Disability can sometimes be miserable all by itself, but not always. It's much more often how other people and institutions respond to our disabilities that tends to make life with disability difficult. Understanding this difference is absolutely essential to living in some kind of balance with both the hardships and the everyday normality of having disabilities.

The message we generally want to convey is: "WE are okay. But our situation isn't always okay, and we can use some strong allies."

We don't have to choose between relentless optimism and 24/7, rage or despair. Like other people’s lives, our lives with disabilities are usually a mix of positive and negative forces and experiences. Above all, we don’t have to mold our moods to fit one of two simplistic images of disability. And we can acknowledge the disability community's strengths and assets, while never being afraid to say exactly what’s wrong and should be fixed about disabled people’s place in a just society.

3. You have the power to improve your own life, except when you don't.

Are positive thinking and hard work enough to overcome disability? Are we personally responsible for our own accomplishments or misfortunes? Or are social forces like ableism, inadequate support services, and inaccessibility the reason why our lives are less free and secure? It’s an important question for disabled people because we are constantly pulled in two directions to address our hardships … between hard work, self-help discipline, and personal empowerment – and collective disability rights and justice activism to fight the forces of ableism.

Again there are conflicting beliefs about whether individual effort and virtue, or collective action and mutual support are most important in disabled people’s lives:

  • Disabled people have the ability and strength to improve our own individual lives, through hard work, determination, and a deliberately cultivated positive mental attitude.

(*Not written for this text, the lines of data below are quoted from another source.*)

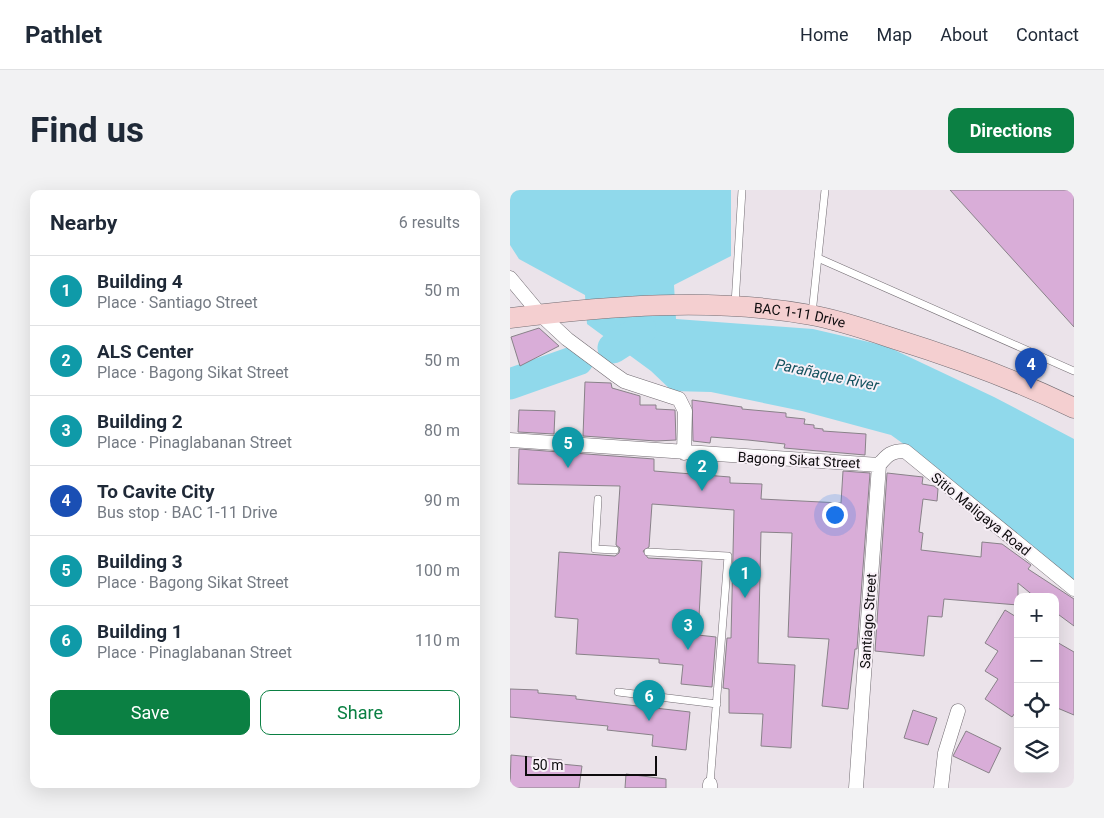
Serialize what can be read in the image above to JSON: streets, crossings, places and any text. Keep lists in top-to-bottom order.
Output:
{
  "streets": {
    "street": [
      "BAC 1-11 Drive",
      "Bagong Sikat Street",
      "Sitio Maligaya Road",
      "Santiago Street"
    ]
  },
  "crossings": [
    ["Bagong Sikat Street", "Sitio Maligaya Road"],
    ["Bagong Sikat Street", "Santiago Street"],
    ["Sitio Maligaya Road", "Santiago Street"]
  ],
  "water": ["Parañaque River"],
  "scale_bar": "50 m",
  "page": {
    "header": "Pathlet",
    "nav": [
      "Home",
      "Map",
      "About",
      "Contact"
    ],
    "buttons": [
      "Directions",
      ["Save", "Share"]
    ],
    "title": "Find us",
    "heading": ["Nearby", "6 results"],
    "list": [
      {
        "mark": "1",
        "name": "Building 4",
        "note": "Place · Santiago Street",
        "value": "50 m"
      },
      {
        "mark": "2",
        "name": "ALS Center",
        "note": "Place · Bagong Sikat Street",
        "value": "50 m"
      },
      {
        "mark": "3",
        "name": "Building 2",
        "note": "Place · Pinaglabanan Street",
        "value": "80 m"
      },
      {
        "mark": "4",
        "name": "To Cavite City",
        "note": "Bus stop · BAC 1-11 Drive",
        "value": "90 m"
      },
      {
        "mark": "5",
        "name": "Building 3",
        "note": "Place · Bagong Sikat Street",
        "value": "100 m"
      },
      {
        "mark": "6",
        "name": "Building 1",
        "note": "Place · Pinaglabanan Street",
        "value": "110 m"
      }
    ],
    "pins": [
      "4",
      "5",
      "2",
      "1",
      "3",
      "6"
    ],
    "map_buttons": ["+", "−"],
    "scale": "50 m"
  }
}
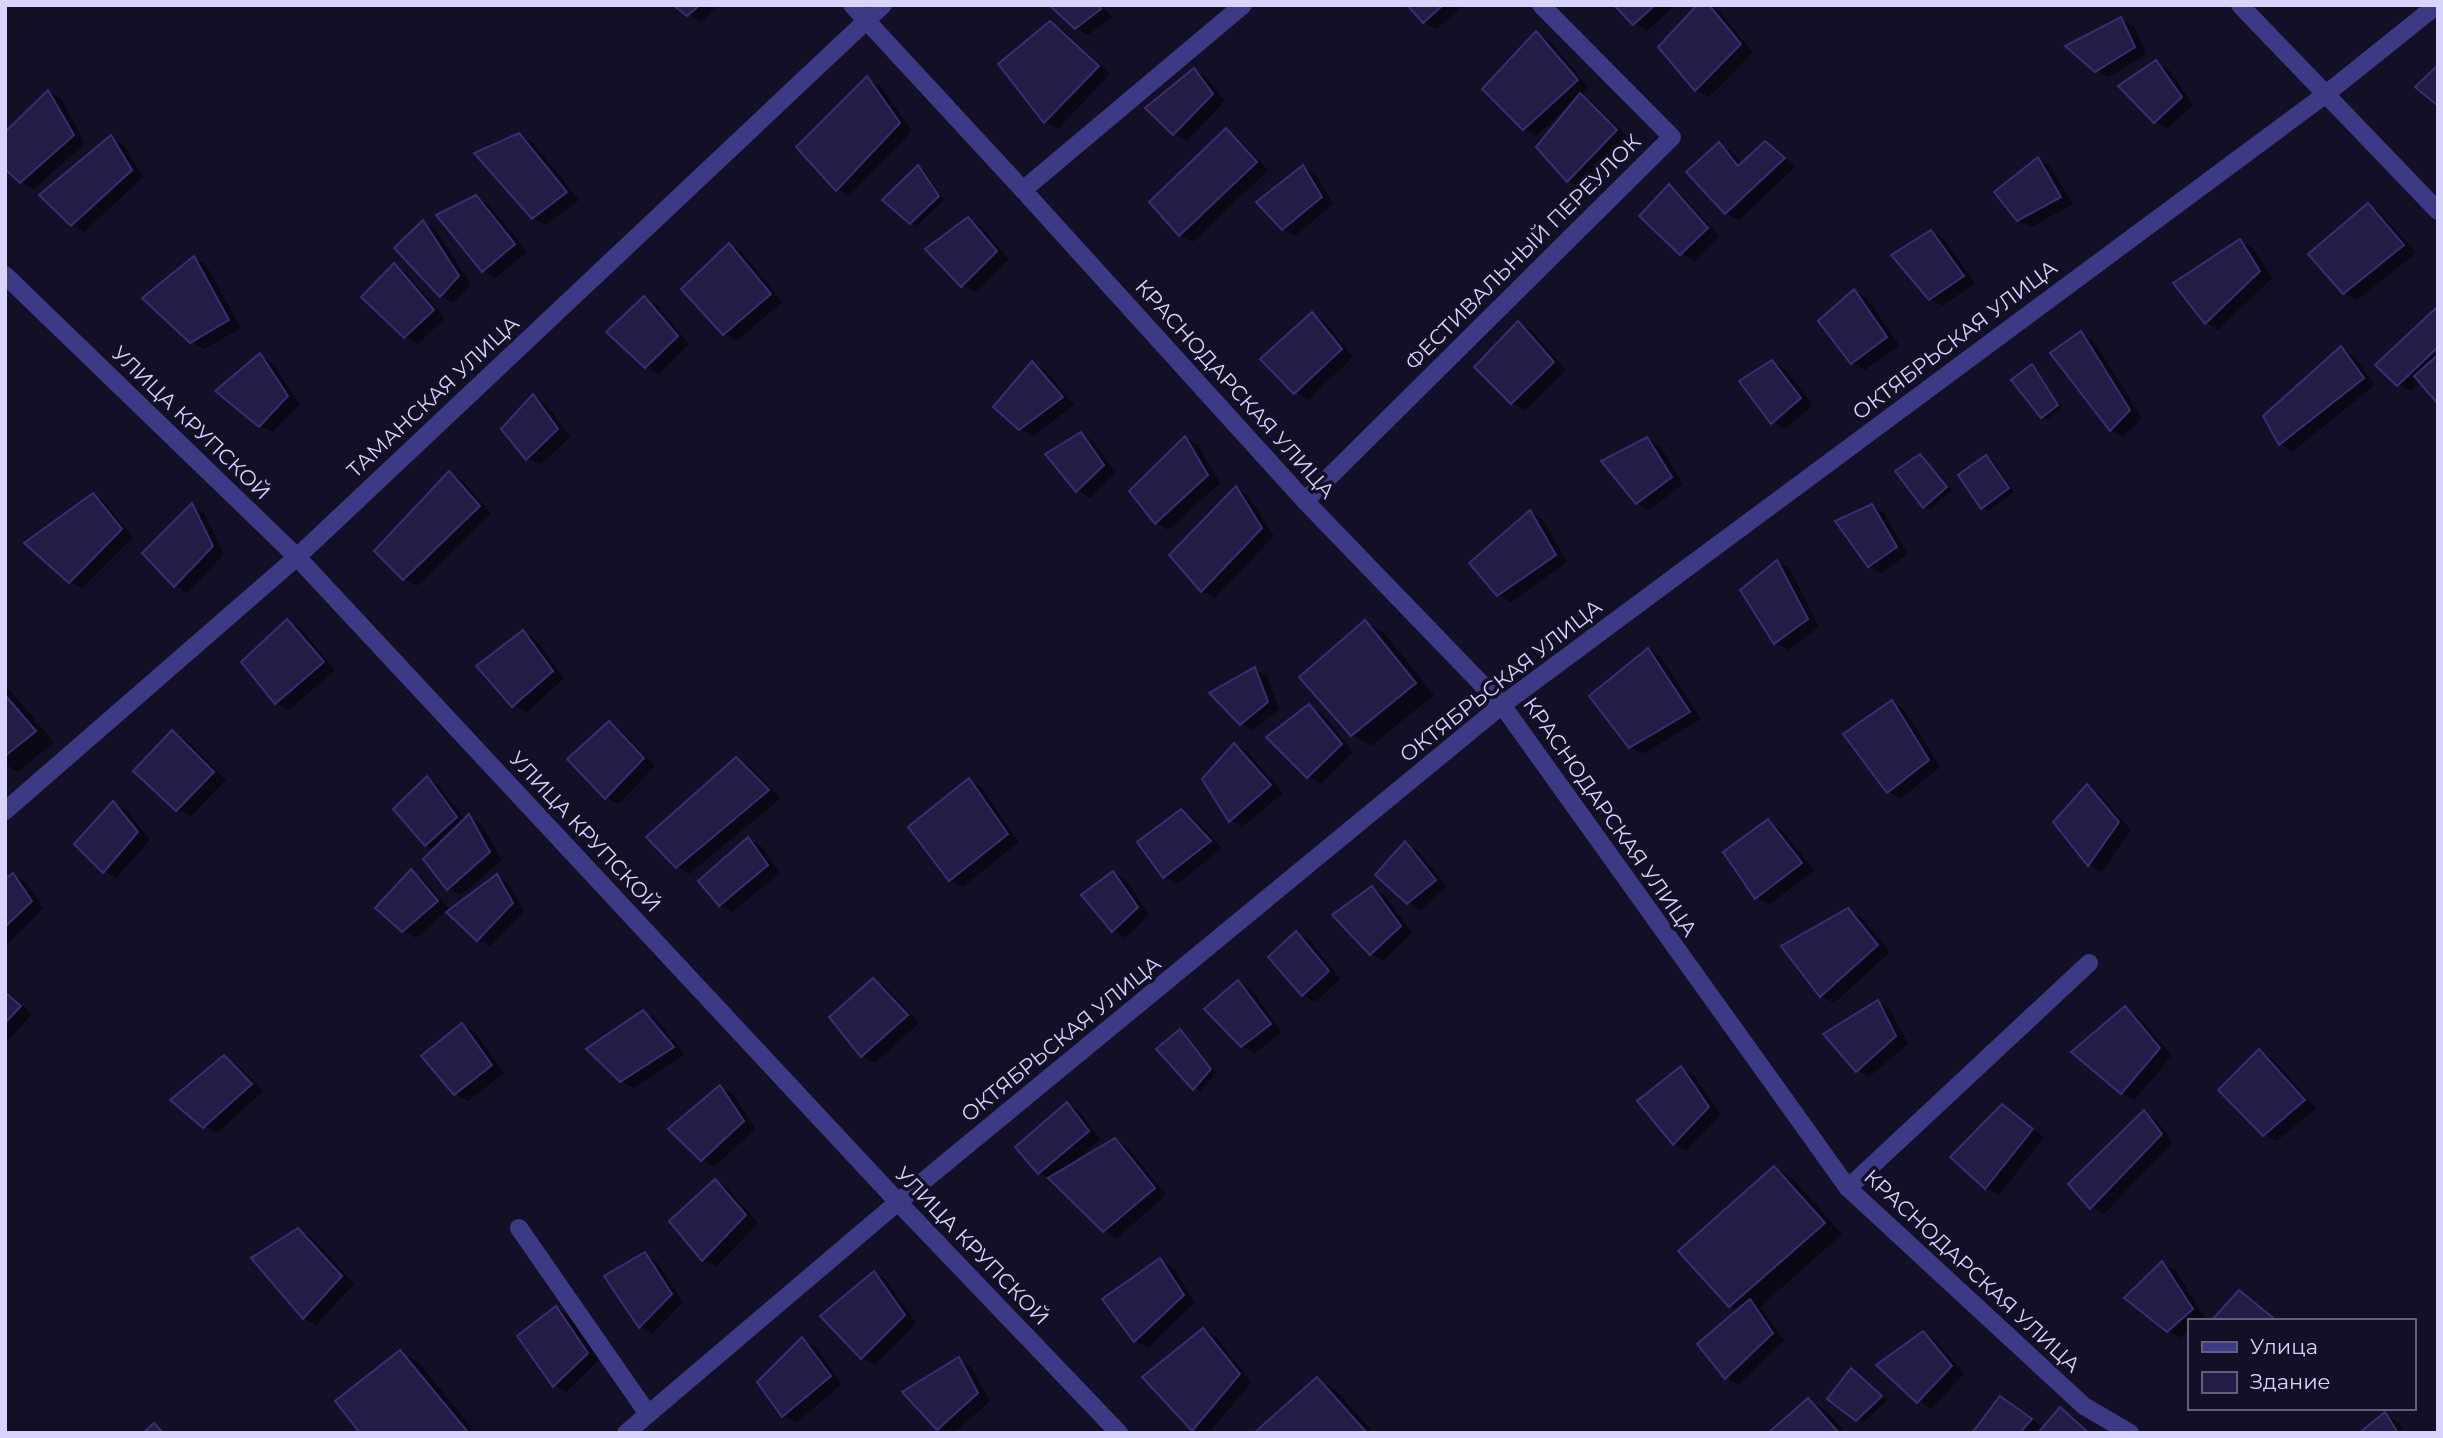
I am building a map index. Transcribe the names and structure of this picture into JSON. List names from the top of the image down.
{
  "streets": {
    "street": [
      "ФЕСТИВАЛЬНЫЙ ПЕРЕУЛОК",
      "ОКТЯБРЬСКАЯ УЛИЦА",
      "КРАСНОДАРСКАЯ УЛИЦА",
      "ТАМАНСКАЯ УЛИЦА",
      "УЛИЦА КРУПСКОЙ"
    ]
  },
  "crossings": [
    ["ФЕСТИВАЛЬНЫЙ ПЕРЕУЛОК", "КРАСНОДАРСКАЯ УЛИЦА"],
    ["ОКТЯБРЬСКАЯ УЛИЦА", "КРАСНОДАРСКАЯ УЛИЦА"],
    ["ОКТЯБРЬСКАЯ УЛИЦА", "УЛИЦА КРУПСКОЙ"],
    ["КРАСНОДАРСКАЯ УЛИЦА", "ТАМАНСКАЯ УЛИЦА"],
    ["ТАМАНСКАЯ УЛИЦА", "УЛИЦА КРУПСКОЙ"]
  ],
  "legend": ["Улица", "Здание"]
}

Each of us has it within our power to make our lives better. It's not beyond our control.

This can be a relief to people who might otherwise feel completely helpless, at the mercy of hostile people and indifferent institutions. On the other hand …

  • Disabled people's lives and potential are often severely limited by inadequate services and supports, and by systemic ableism that are beyond any one disabled person's control. Good habits and a positive mindset alone can only get you so far. And many forms of ableism simply can't be overcome by individual initiative.

While this idea may seem discouraging, it can also be a relief to know that your own misfortunes are not entirely your fault, or a reflection on your character and effort.

Which view to emphasize depends a lot on what you need.

Some disabled people are so swamped by hardships, barriers, and misery that what they need most is a dose of personal empowerment and optimism – even if it's unrealistic. But other disabled people put too much emphasis on self-improvement, and are either unaware of or ignore systemic problems that make everything harder – and for some impossible – for everyone with disabilities. And when positivity and hard work don’t overcome flights of stairs and under-funded services, the self-help, personal responsibility perspective can make you feel like a failure.

Some combination of the two approaches seems like the best way to go.

We can have confidence in ourselves — our talents and capabilities, while at the same time calling out the social structures and policies that get in our way and thwart the wellbeing and ambitions of other disabled people. We can take responsibility for our own actions and choices, while not hesitating to call out others when they are, in fact, oppressing us. We can try to be better people ourselves, while trying just as hard to build better communities.

Life with disabilities is full of contradictions. An important key to understanding disabled people – and for disabled people understanding ourselves – is understanding that opposite, even annoyingly contradictory ideas, feelings, and messages about disability can all be true at once.